En France comme dans la région, des milliers d'écoles ont rouvert leurs portes hier.

En France comme dans la région, des milliers d'écoles ont rouvert leurs portes hier.

Photo David Rossi

Enseignants, ils ont retrouvé certains de leurs élèves hier matin

"Y a plein de plantes qui ont poussé dans les fissures de la cour !" Deux mois sans aller à l'école, c'est long et ça laisse des traces. Et Nève, 10 ans, sort un peu perplexe de cette première journée dans son grand groupe scolaire du 4e arrondissement de Marseille. D'autant que personne n'a forcément retrouvé son maître habituel, ou ses copains, en raison de la composition de groupes intégrant les fratries.
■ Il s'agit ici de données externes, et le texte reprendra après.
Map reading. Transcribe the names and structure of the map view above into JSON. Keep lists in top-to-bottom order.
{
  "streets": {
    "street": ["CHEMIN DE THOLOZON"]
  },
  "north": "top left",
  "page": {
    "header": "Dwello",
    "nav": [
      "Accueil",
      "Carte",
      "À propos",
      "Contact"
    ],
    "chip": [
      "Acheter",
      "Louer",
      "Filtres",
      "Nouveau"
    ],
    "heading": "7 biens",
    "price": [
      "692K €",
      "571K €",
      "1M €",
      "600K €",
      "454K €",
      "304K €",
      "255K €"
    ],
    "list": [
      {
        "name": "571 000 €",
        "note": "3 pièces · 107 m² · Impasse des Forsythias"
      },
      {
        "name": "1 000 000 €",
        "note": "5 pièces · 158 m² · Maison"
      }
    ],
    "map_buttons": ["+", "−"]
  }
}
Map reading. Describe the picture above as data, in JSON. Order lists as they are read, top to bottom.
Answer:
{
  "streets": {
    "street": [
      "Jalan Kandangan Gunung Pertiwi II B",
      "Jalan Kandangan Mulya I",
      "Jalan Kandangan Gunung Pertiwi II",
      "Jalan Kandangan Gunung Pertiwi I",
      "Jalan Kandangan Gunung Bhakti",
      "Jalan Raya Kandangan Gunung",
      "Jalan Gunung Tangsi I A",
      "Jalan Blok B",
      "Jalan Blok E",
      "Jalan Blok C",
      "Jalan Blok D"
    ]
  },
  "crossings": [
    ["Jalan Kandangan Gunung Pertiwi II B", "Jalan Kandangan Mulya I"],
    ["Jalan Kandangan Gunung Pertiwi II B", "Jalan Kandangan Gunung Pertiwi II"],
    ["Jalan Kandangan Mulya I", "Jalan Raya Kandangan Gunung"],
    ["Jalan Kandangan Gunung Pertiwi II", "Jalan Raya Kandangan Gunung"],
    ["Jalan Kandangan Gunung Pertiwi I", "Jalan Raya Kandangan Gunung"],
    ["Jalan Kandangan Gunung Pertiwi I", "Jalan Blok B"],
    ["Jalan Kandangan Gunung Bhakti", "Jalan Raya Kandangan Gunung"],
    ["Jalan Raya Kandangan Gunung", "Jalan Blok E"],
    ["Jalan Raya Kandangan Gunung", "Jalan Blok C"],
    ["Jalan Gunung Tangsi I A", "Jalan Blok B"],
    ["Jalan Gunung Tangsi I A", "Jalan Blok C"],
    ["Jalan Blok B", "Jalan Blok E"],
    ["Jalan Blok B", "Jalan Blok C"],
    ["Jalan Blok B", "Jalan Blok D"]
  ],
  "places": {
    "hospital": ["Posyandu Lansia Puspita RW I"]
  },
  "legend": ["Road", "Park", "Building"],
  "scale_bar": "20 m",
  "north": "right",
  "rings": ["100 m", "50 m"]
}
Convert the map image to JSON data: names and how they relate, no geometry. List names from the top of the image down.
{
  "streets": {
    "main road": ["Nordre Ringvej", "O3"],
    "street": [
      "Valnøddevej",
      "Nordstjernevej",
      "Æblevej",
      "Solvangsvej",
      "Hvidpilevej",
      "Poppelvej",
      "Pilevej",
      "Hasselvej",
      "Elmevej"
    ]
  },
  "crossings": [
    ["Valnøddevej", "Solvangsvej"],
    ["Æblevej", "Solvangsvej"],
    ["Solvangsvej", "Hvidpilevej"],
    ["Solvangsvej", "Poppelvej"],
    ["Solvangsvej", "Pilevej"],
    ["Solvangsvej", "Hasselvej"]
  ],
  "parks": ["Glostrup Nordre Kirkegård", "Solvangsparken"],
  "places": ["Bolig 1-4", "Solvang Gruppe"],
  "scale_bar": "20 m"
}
Seuls 48 enfants sur 350 sont attendus les prochaines semaines ; hier, ils n'étaient que 9. L'immense majorité des parents "attend toujours de voir" avant de rescolariser leurs enfants ; d'autres utilisent encore des mesures transitoires de chômage partiel ou d'autorisation de garde d'enfant pour les garder à la maison. "Tant mieux car on ne pourrait pas accueillir tout le monde", préviennent les enseignants aux quatre coins de la ville.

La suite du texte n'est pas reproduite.